For this exercise, copy each line of the records that contains the word "ALLÉE".

[Items from a data source]
__________________________________________________
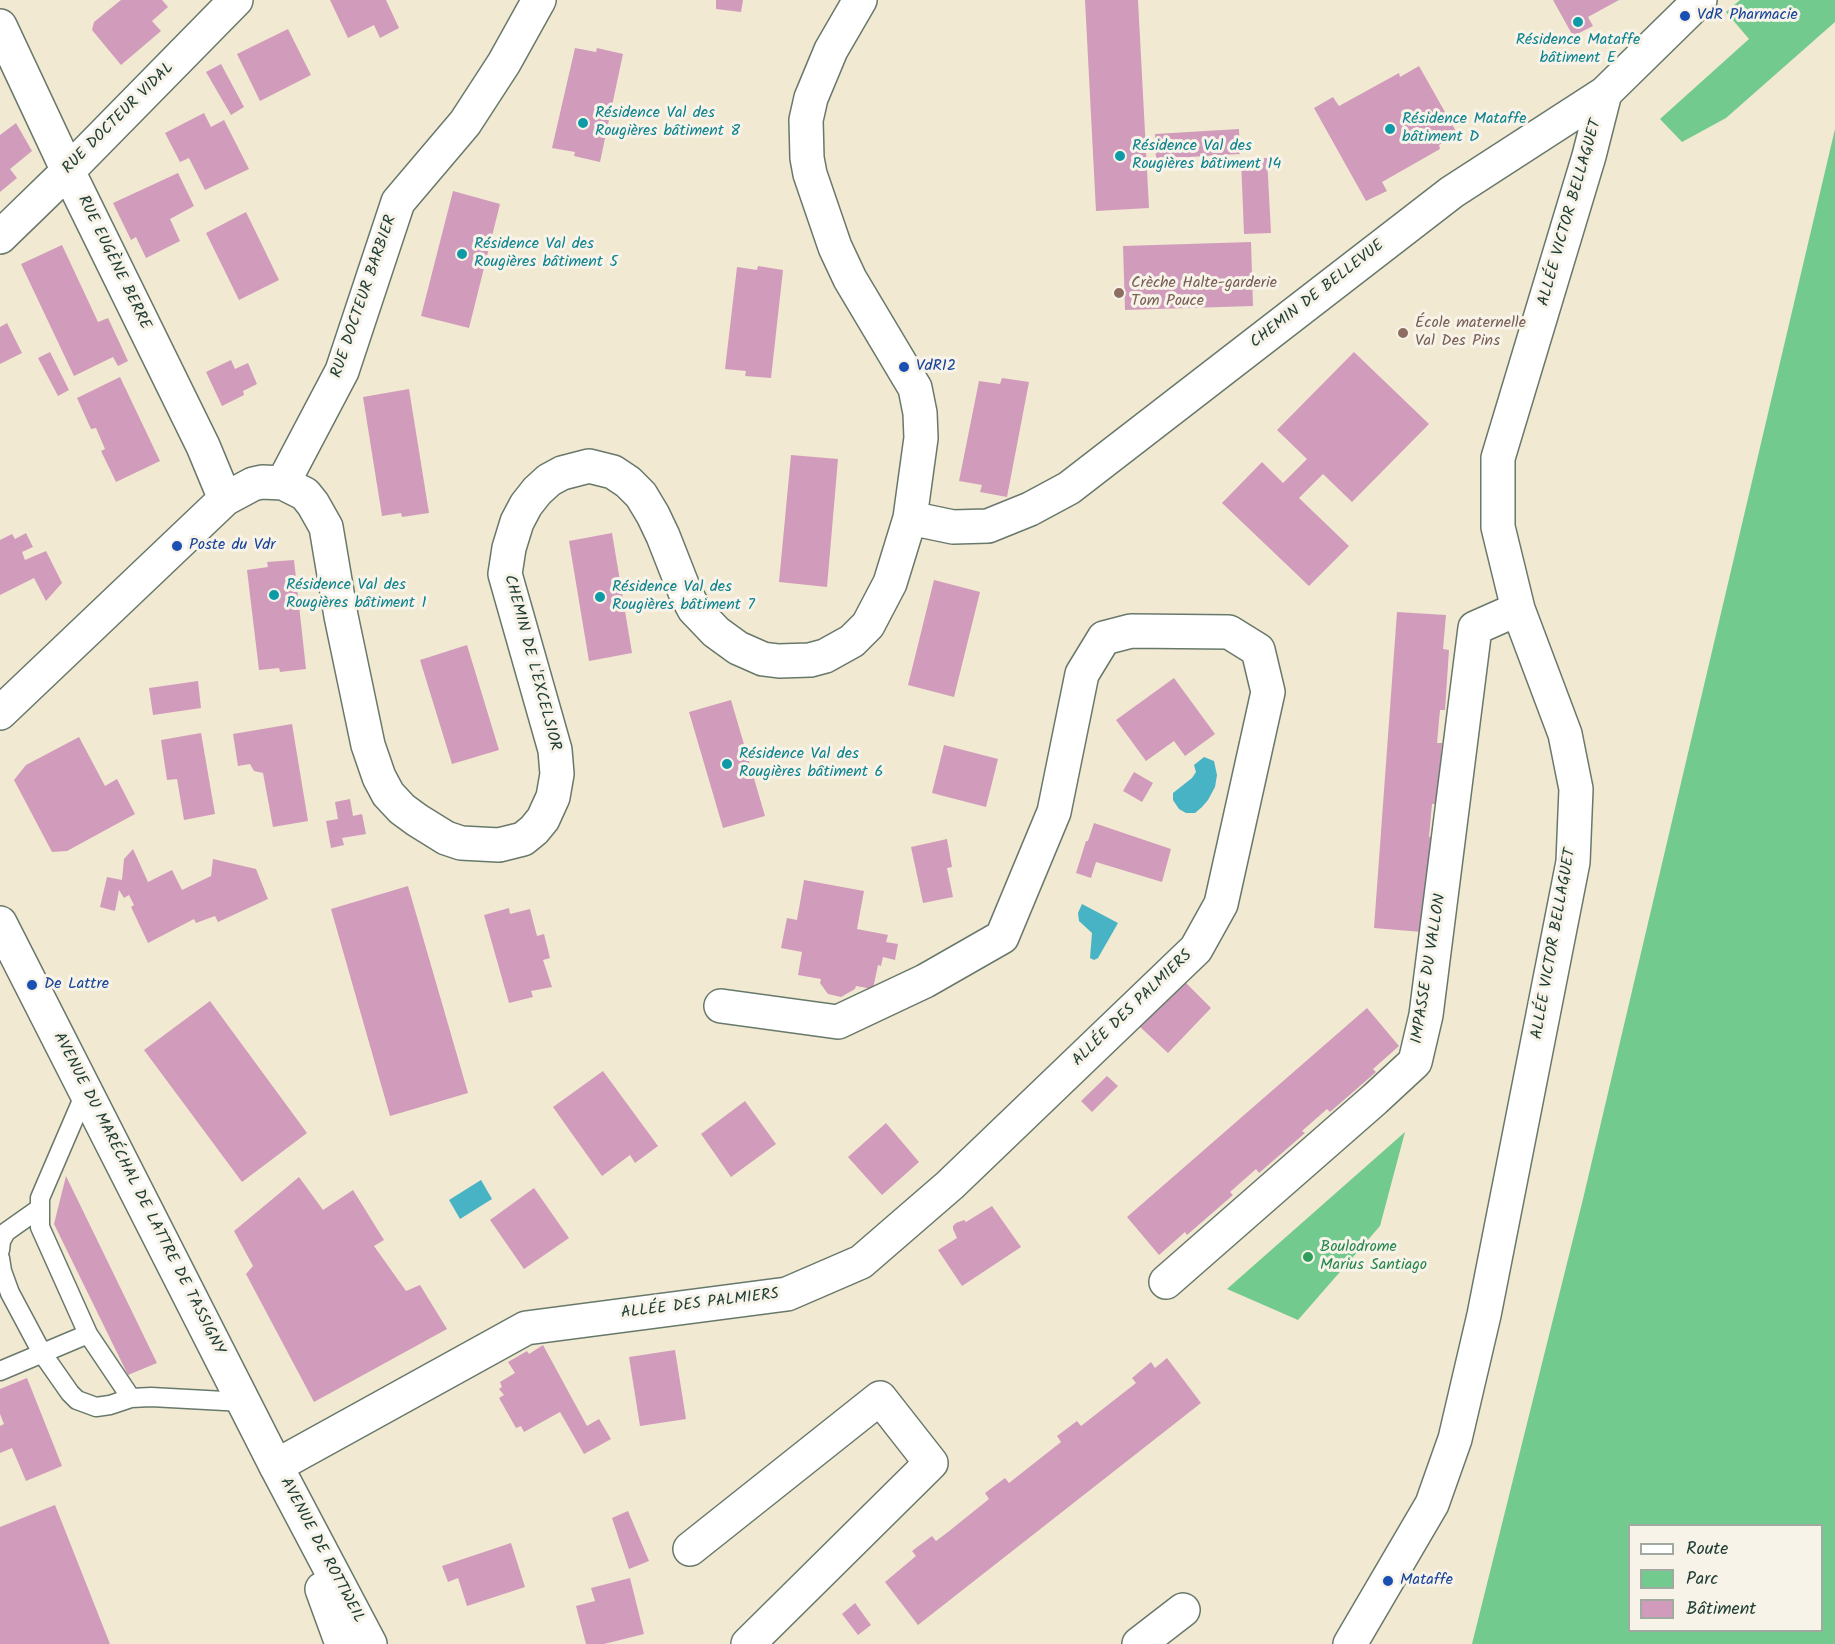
<!DOCTYPE html>
<html>
<head>
<meta charset="utf-8">
<style>
	body { margin:0 }
	#map { position:relative; width:1835px; height:1644px; overflow:hidden; background:#f1e9d1; font-family:Kalam,sans-serif }
	canvas { display:block }
	.legend { position:absolute; left:1628px; top:1524px; width:195px; height:108px; box-sizing:border-box; background:#f7f3e8; border:2px solid #a1aaa0; margin:0; padding:8px 10px; list-style:none; font-size:18px; color:#1f3d34 }
	.legend li { display:flex; align-items:center; gap:12px; height:30px }
	.legend b { width:30px; border:2px solid #a1aaa0 }
</style>
</head>
<body>
<div id="map">
<canvas width="1835" height="1644"></canvas>
<ul class="legend">
<li><b style="height:8px;background:#fff"></b>Route</li>
<li><b style="height:16px;background:#73ca8f"></b>Parc</li>
<li><b style="height:16px;background:#d19cbb"></b>Bâtiment</li>
</ul>
</div>
<script>
const ctx = document.querySelector('canvas').getContext('2d');
ctx.lineJoin = 'round';
function fill(path, color) { ctx.fillStyle = color; ctx.fill(path, 'evenodd'); }
const poly = rows => new Path2D(rows.map(r => 'M' + r).join(''));
function strokePath(path, color, width, dash) { ctx.strokeStyle = color; ctx.lineWidth = width; ctx.lineCap = dash ? 'butt' : 'round'; ctx.setLineDash(dash || []); ctx.stroke(path); }
function label(font, color, halo, rows, align = 'center') {
  ctx.font = font + ' Kalam,sans-serif'; ctx.lineWidth = 6; ctx.setLineDash([]); ctx.textBaseline = 'middle'; ctx.strokeStyle = halo; ctx.fillStyle = color; for (const [text, x, y, turn = 0] of rows) {
    ctx.save(); ctx.translate(x, y); ctx.rotate((+turn || 0) * Math.PI / 180); ctx.textAlign = isNaN(turn) ? turn : align; if (halo) ctx.strokeText(text, 0, 0); ctx.fillText(text, 0, 0); ctx.restore();
  }
}
fill(poly([
	[1740,0,1835,0,1835,22,1726,118,1682,142,1660,119,1749,39,1726,12],
	[1835,129,1835,1644,1472,1644,1583,1199],
	[1630,1526,1822,1526,1822,1630,1630,1630],
	[1405,1132,1380,1226,1298,1320,1227,1289]
]), '#73ca8f');
fill(poly([
	[1204,757,1214,761,1217,775,1215,787,1208,800,1202,807,1195,813,1186,813,1179,809,1173,800,1173,793,1192,778,1196,772,1194,765],
	[1082,904,1118,923,1098,958,1094,960,1090,958,1092,933,1079,921,1078,913],
	[481,1180,492,1199,460,1219,449,1200]
]), '#47b3c4');
fill(poly([
	[121,0,162,0,168,7,152,21,161,31,121,65,92,30,94,22],
	[330,0,386,0,399,28,380,38,374,25,348,38],
	[716,0,743,0,741,12,716,9],
	[1085,0,1138,0,1149,208,1096,211],
	[1553,0,1619,0,1588,17,1593,26,1573,36],
	[288,29,311,75,260,101,237,54],
	[575,48,596,52,597,48,623,54,600,162,574,156,575,152,552,148],
	[221,64,244,107,231,115,206,72],
	[1419,66,1458,135,1439,145,1440,149,1382,182,1387,191,1366,201,1314,108,1333,97,1339,106,1399,73,1400,77],
	[204,113,211,127,224,120,249,169,205,190,189,158,180,162,165,133],
	[16,123,32,151,10,169,17,178,0,192,0,135],
	[1239,129,1240,154,1156,159,1155,134],
	[1267,158,1271,233,1244,234,1241,159],
	[178,173,194,206,170,219,180,241,146,258,136,237,131,240,113,203],
	[453,191,500,204,469,328,421,316],
	[246,212,279,280,239,300,206,233],
	[1251,242,1253,306,1125,310,1123,246],
	[62,245,98,322,108,318,128,361,118,366,113,357,74,376,21,264],
	[758,266,783,270,771,378,745,376,746,371,725,369,737,267,757,270],
	[7,323,22,353,0,364,0,327],
	[50,352,69,390,58,396,38,358],
	[1354,352,1429,424,1352,502,1323,474,1299,498,1349,546,1309,586,1222,503,1262,462,1283,483,1307,459,1277,430],
	[231,360,235,369,248,363,257,384,243,391,244,395,222,406,206,372],
	[120,377,160,461,116,482,101,451,105,449,96,428,91,429,77,398],
	[1002,378,1029,382,1007,497,980,492,982,485,959,481,979,381,1000,384],
	[409,389,429,513,402,517,401,513,382,516,363,397],
	[791,455,838,459,827,587,779,582],
	[26,533,33,547,22,552,25,560,46,551,62,583,46,601,34,578,0,595,0,540,12,534,15,539],
	[612,533,632,653,589,661,569,541],
	[294,560,306,669,280,672,279,668,259,670,247,570,268,567,267,562],
	[934,580,980,592,954,697,908,685],
	[1397,612,1446,615,1443,649,1449,650,1445,710,1440,710,1437,743,1442,743,1437,804,1432,804,1429,837,1434,837,1422,932,1374,928],
	[467,645,499,750,452,764,420,660],
	[1174,678,1215,734,1185,756,1174,741,1146,761,1116,720],
	[198,681,201,708,153,715,149,688],
	[731,700,765,816,723,828,689,712],
	[292,724,308,821,273,827,263,773,254,771,250,764,238,766,233,734],
	[201,733,215,814,184,820,177,779,167,780,161,740],
	[79,737,105,786,117,779,135,814,67,851,52,852,14,780,26,765],
	[944,745,998,759,986,807,932,793],
	[1134,772,1153,783,1142,802,1123,791],
	[350,799,353,816,362,814,366,834,342,838,344,845,331,848,326,821,338,819,335,802],
	[1094,823,1171,849,1162,882,1096,862,1091,878,1076,873,1086,841,1088,841],
	[947,839,952,867,947,868,953,897,923,903,911,847],
	[133,849,148,882,172,870,182,890,211,876,213,859,256,869,268,899,218,922,215,916,196,923,194,919,148,943,131,907,134,905,129,895,124,898,119,890,115,911,100,907,107,877,122,880,124,859],
	[804,880,864,891,857,929,888,935,886,942,898,944,895,960,883,957,881,966,878,965,873,989,856,986,855,989,841,997,828,994,820,983,821,979,798,975,802,952,781,948,787,918,797,920],
	[408,886,468,1093,390,1116,331,909],
	[509,908,510,914,530,909,537,936,544,934,550,958,543,960,552,987,531,991,533,997,509,1003,484,915],
	[1183,980,1211,1008,1168,1053,1138,1025],
	[210,1001,307,1133,242,1182,144,1050],
	[1367,1008,1399,1046,1373,1069,1376,1072,1330,1112,1327,1109,1302,1131,1305,1133,1259,1173,1256,1169,1230,1192,1233,1195,1187,1235,1185,1232,1159,1255,1127,1217],
	[603,1071,658,1146,635,1163,630,1155,602,1176,553,1107],
	[1107,1076,1118,1086,1092,1112,1081,1101],
	[745,1101,776,1144,731,1177,701,1134],
	[886,1123,919,1162,882,1195,848,1157],
	[66,1176,157,1363,128,1375,54,1224],
	[299,1177,323,1210,353,1190,384,1240,374,1246,406,1291,420,1285,447,1329,314,1402,246,1274,253,1266,234,1231],
	[534,1188,569,1238,524,1269,490,1220],
	[992,1206,1021,1247,962,1286,938,1250,957,1238,953,1229,953,1226,956,1223,964,1220,966,1222],
	[543,1345,587,1426,599,1419,611,1439,584,1454,560,1412,524,1432,521,1426,516,1428,499,1398,504,1395,499,1389,502,1387,500,1382,515,1373,508,1362,527,1351,529,1354],
	[675,1350,686,1419,640,1426,629,1357],
	[1167,1358,1201,1403,918,1625,885,1582,916,1556,912,1551,932,1536,936,1541,948,1532,989,1499,985,1493,1005,1478,1009,1483,1061,1442,1057,1436,1077,1421,1081,1426,1136,1383,1132,1378,1151,1362,1155,1368],
	[27,1378,62,1466,26,1481,12,1448,0,1453,0,1426,4,1424,0,1414,0,1389],
	[55,1505,110,1644,0,1644,0,1527],
	[628,1511,649,1561,629,1569,612,1518],
	[511,1543,525,1587,467,1606,458,1578,448,1582,442,1566],
	[630,1578,644,1634,604,1644,586,1644,576,1606,595,1601,591,1588],
	[855,1603,871,1625,858,1635,842,1614]
]), '#d19cbb');
const service = poly([
	[86,1091,40,1198,40,1227,88,1334,131,1398,151,1397,243,1402],
	[0,1250,1,1241,6,1232,40,1208],
	[0,1258,2,1271,10,1293,42,1353,70,1393,77,1400,96,1407,110,1405,131,1398],
	[0,1371,88,1334]
]);
const minor = poly([
	[0,26,68,171,203,446,225,499],
	[0,237,68,171,236,0],
	[283,483,342,371,398,202,465,123,504,63,539,0],
	[910,518,953,527,988,526,1030,509,1069,488,1452,192,1605,93,1700,0],
	[0,713,225,499,253,484,262,482,283,483,305,494,313,504,326,527,341,616,368,745,379,777,388,794,402,809,417,820,446,838,461,843,499,845,523,839,534,830,543,819,553,797,557,774,555,750,505,574,509,548,517,522,526,505,537,491,549,480,562,473,589,466,613,472,628,482,641,495,653,515,663,536,685,592,694,609,716,632,738,648,763,659,779,661,810,660,825,656,852,641,868,625,890,583,910,518,921,438,920,413,915,388,850,279,835,247,810,174,807,158,806,120,811,98,831,50,860,0],
	[1166,1282,1375,1099,1415,1062,1426,1015,1475,628,1518,609],
	[276,1466,526,1328,787,1294,861,1262,950,1185,1196,949,1221,904,1268,692,1258,650,1229,632,1131,631,1104,638,1082,674,1054,812,1002,937,925,981,838,1022,721,1006],
	[690,1549,880,1398,931,1463,748,1644],
	[1139,1644,1183,1610],
	[1350,1644,1432,1504,1455,1439,1484,1315,1573,862,1576,789,1565,734,1518,609,1498,527,1498,458,1589,156,1605,93]
]);
const secondary = poly([
	[0,923,276,1466,370,1644],
	[322,1589,342,1644]
]);
strokePath(service, '#68796b', 21);
strokePath(minor, '#68796b', 36);
strokePath(secondary, '#68796b', 36);
strokePath(service, '#fff', 18);
strokePath(minor, '#fff', 33);
strokePath(secondary, '#fff', 33);
for (const [x, y, r, color] of [
	[1685,16,6,"#1a4fb4"],
	[1578,22,6,"#0f9aa8"],
	[583,123,6,"#0f9aa8"],
	[1390,129,6,"#0f9aa8"],
	[1120,156,6,"#0f9aa8"],
	[462,254,6,"#0f9aa8"],
	[1119,293,6,"#8d6e63"],
	[1403,333,6,"#8d6e63"],
	[904,367,6,"#1a4fb4"],
	[177,546,6,"#1a4fb4"],
	[274,595,6,"#0f9aa8"],
	[600,597,6,"#0f9aa8"],
	[727,764,6,"#0f9aa8"],
	[32,985,6,"#1a4fb4"],
	[1308,1257,6,"#2e9e5b"],
	[1388,1581,6,"#1a4fb4"]
]) { const dot = new Path2D(); dot.arc(x, y, r, 0, 2 * Math.PI); ctx.fillStyle = color; ctx.fill(dot); strokePath(dot, '#f7f3e8', 2); }
label('16px', '#164399', '#f7f3e8', [
	["VdR Pharmacie",1697,16],
	["VdR12",916,367],
	["Poste du Vdr",189,546],
	["De Lattre",44,985],
	["Mataffe",1400,1581]
], 'left');
label('16px', '#0d838f', '#f7f3e8', [
	["Résidence Mataffe",1578,41,"center"],
	["bâtiment E",1578,59,"center"],
	["Résidence Val des",595,114],
	["Rougières bâtiment 8",595,132],
	["Résidence Mataffe",1402,120],
	["bâtiment D",1402,138],
	["Résidence Val des",1132,147],
	["Rougières bâtiment 14",1132,165],
	["Résidence Val des",474,245],
	["Rougières bâtiment 5",474,263],
	["Résidence Val des",286,586],
	["Rougières bâtiment 1",286,604],
	["Résidence Val des",612,588],
	["Rougières bâtiment 7",612,606],
	["Résidence Val des",739,755],
	["Rougières bâtiment 6",739,773]
], 'left');
label('16px', '#1f3d34', '#f7f3e8', [
	["RUE DOCTEUR VIDAL",119,119,-45],
	["ALLÉE VICTOR BELLAGUET",1571,213,-74],
	["RUE EUGÈNE BERRE",113,263,64],
	["CHEMIN DE BELLEVUE",1318,295,-38],
	["RUE DOCTEUR BARBIER",365,297,-71],
	["CHEMIN DE L'EXCELSIOR",531,663,75],
	["ALLÉE VICTOR BELLAGUET",1555,944,-80],
	["IMPASSE DU VALLON",1430,969,-81],
	["ALLÉE DES PALMIERS",1133,1009,-44],
	["AVENUE DU MARÉCHAL DE LATTRE DE TASSIGNY",138,1194,63],
	["ALLÉE DES PALMIERS",700,1305,-7],
	["AVENUE DE ROTTWEIL",321,1551,62]
]);
label('16px', '#785e54', '#f7f3e8', [
	["Crèche Halte-garderie",1131,284],
	["Tom Pouce",1131,302],
	["École maternelle",1415,324],
	["Val Des Pins",1415,342]
], 'left');
label('16px', '#27864d', '#f7f3e8', [
	["Boulodrome",1320,1248],
	["Marius Santiago",1320,1266]
], 'left');
</script>
</body>
</html>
__________________________________________________
Solution to this exercise:
	["ALLÉE VICTOR BELLAGUET",1571,213,-74],
	["ALLÉE VICTOR BELLAGUET",1555,944,-80],
	["ALLÉE DES PALMIERS",1133,1009,-44],
	["ALLÉE DES PALMIERS",700,1305,-7],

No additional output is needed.